While the Supreme Court heard oral argument, Monday, in Janus v. American Federation of State, County and Municipal Employees (AFSCME), the court of public opinion focused not so much on the constitutionality of the law in question, i.e. justice, but instead on the partisan impact of the decision, i.e. politics. 

A Washington Post editorial advances the notion that the court was presented “with two questions. The first is the legal issue …” and the second “implicit” question is “how the court should conduct judicial review in a deeply polarized society.”

Plaintiff Mark Janus and his legal team are seeking an “extraordinary remedy in the context of the Supreme Court’s tumultuous recent history,” claims the Post.

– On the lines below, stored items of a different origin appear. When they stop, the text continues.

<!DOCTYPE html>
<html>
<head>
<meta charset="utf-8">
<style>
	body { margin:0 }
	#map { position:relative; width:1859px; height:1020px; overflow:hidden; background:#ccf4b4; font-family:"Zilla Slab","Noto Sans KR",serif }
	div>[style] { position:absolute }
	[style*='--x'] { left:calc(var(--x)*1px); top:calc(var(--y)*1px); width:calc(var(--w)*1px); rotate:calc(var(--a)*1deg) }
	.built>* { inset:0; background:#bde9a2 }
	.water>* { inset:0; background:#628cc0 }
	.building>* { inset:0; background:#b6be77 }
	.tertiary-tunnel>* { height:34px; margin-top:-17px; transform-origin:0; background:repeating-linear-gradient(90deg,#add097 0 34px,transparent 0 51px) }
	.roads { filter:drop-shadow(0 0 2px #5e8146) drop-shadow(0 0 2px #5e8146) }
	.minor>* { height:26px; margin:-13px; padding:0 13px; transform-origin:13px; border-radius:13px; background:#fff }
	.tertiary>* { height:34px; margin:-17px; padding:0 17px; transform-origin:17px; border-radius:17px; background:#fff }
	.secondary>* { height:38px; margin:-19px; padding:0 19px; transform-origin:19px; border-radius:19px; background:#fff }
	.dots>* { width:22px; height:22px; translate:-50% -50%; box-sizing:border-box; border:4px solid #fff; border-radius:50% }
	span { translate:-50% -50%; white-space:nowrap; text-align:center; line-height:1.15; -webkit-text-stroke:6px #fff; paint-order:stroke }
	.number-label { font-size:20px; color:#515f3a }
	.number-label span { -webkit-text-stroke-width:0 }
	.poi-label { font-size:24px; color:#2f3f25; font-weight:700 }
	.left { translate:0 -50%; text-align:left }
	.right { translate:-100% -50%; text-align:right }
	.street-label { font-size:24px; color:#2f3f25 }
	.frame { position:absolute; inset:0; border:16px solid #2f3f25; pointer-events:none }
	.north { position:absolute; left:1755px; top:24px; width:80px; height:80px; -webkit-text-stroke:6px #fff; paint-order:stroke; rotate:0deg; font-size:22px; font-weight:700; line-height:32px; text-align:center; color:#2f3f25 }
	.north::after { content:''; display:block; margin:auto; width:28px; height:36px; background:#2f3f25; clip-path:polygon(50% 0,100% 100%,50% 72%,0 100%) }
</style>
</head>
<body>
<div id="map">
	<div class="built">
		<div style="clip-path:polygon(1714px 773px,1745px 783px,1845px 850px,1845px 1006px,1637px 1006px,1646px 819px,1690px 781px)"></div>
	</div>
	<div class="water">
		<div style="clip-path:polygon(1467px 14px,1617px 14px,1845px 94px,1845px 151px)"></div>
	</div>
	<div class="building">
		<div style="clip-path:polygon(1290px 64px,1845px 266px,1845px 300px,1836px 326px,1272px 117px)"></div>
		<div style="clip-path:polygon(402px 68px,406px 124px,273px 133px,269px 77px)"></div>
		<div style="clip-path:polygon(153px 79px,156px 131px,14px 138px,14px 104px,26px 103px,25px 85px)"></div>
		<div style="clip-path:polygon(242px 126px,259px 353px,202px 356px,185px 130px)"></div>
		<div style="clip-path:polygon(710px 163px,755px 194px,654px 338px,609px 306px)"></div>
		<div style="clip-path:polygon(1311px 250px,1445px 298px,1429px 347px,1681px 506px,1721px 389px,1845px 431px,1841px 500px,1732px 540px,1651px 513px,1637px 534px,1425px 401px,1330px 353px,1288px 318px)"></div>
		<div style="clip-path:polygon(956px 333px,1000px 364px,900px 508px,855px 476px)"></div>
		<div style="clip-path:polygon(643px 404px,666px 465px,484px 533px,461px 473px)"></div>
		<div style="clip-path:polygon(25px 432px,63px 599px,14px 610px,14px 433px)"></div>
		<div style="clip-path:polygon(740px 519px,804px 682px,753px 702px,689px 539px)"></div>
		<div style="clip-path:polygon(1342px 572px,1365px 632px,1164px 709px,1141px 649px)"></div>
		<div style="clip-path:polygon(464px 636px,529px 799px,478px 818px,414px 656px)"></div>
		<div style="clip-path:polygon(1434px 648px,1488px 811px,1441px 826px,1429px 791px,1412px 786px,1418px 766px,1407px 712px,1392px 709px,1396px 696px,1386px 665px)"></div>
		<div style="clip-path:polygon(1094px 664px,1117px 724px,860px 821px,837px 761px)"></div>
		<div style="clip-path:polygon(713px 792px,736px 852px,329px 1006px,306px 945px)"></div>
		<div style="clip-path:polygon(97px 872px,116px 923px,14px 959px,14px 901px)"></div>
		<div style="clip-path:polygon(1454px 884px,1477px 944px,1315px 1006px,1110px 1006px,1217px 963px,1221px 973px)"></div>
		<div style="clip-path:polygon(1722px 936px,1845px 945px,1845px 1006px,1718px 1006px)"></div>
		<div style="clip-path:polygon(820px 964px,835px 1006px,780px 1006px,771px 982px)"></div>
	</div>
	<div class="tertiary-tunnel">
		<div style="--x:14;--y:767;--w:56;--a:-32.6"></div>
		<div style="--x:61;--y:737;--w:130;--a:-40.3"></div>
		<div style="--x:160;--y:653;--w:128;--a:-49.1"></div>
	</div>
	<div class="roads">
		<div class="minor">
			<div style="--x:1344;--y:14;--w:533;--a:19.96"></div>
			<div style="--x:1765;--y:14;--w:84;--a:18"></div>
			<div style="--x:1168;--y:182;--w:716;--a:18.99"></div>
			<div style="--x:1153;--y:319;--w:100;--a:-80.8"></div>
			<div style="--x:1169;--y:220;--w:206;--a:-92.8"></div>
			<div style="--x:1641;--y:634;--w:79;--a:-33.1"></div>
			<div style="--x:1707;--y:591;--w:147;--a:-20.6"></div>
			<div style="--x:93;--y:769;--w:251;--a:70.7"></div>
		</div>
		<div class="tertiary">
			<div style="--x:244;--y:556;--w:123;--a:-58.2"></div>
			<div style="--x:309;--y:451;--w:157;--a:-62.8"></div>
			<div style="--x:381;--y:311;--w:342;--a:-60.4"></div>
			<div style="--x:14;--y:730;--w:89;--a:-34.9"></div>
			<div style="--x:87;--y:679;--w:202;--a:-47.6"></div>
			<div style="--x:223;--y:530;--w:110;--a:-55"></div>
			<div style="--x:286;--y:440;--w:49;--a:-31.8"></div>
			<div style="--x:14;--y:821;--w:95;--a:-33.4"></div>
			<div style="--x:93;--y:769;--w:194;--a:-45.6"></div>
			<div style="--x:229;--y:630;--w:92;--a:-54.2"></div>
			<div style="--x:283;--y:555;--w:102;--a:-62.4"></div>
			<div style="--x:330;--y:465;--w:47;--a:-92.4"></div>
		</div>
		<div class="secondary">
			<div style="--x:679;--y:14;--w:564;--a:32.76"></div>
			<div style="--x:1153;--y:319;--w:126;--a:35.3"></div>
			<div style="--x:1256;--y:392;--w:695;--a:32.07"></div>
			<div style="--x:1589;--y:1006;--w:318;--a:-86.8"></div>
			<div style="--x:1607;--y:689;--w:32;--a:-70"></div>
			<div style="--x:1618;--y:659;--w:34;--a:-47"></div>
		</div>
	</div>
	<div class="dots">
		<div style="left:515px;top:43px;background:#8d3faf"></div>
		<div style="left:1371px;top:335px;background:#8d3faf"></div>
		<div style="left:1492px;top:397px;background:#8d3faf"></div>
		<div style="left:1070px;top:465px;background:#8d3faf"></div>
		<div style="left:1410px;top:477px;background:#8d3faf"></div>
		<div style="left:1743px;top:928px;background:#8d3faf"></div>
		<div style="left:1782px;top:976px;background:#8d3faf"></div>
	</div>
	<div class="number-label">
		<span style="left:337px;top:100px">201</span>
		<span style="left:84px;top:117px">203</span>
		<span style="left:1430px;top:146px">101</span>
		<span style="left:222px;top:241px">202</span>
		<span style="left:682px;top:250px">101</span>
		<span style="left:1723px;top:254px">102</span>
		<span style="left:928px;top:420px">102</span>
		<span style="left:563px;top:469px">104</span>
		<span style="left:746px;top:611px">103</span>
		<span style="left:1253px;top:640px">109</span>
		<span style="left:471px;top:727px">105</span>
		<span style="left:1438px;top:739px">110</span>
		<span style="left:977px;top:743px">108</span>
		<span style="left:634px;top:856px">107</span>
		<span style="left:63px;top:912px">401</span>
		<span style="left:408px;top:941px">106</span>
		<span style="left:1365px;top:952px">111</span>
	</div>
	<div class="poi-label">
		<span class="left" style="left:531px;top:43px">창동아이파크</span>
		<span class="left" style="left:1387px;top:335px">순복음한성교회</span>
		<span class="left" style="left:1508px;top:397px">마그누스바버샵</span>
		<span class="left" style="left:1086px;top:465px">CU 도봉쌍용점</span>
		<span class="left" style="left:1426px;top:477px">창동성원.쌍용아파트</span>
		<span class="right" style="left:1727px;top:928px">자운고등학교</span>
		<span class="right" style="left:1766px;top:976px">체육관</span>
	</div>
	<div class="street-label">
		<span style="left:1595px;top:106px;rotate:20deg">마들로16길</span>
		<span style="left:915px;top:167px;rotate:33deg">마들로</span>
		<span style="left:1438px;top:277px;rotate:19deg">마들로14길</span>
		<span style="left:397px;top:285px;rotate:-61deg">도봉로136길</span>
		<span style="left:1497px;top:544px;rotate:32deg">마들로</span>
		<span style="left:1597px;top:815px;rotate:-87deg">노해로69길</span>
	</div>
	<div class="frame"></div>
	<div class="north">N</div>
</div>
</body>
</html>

But that history is not Mr. Janus’s.

Or the union’s.

Or even U.S. labor relations’.

The editors are talking about Washington’s bitter 2016 political fight. 

What does political polarization have to do with the facts or law of this case? Nothing. Except … what’s in peril is a system whereby government workers who do not wish to join a union are nonetheless forced to pay union dues.

So, if the Court nixes current law, AFSCME might wind up with fewer dues paying members … meaning less money for AFSCME’s political pet, the Democratic Party. 

And Democrats — now stuck with a conservative replacement for the late Justice Scalia — are left only with Obama’s pronouncement: “Elections have consequences.” 

And, embarrassingly, the Post’s bizarre case for “steering the court modestly down the middle of the road.”

A lady, blindfolded, holding scales and a sword symbolizes justice. That blindfold is not to avoid reading the law; it represents the imperative to ignore politics.

This is Common Sense. I’m Paul Jacob.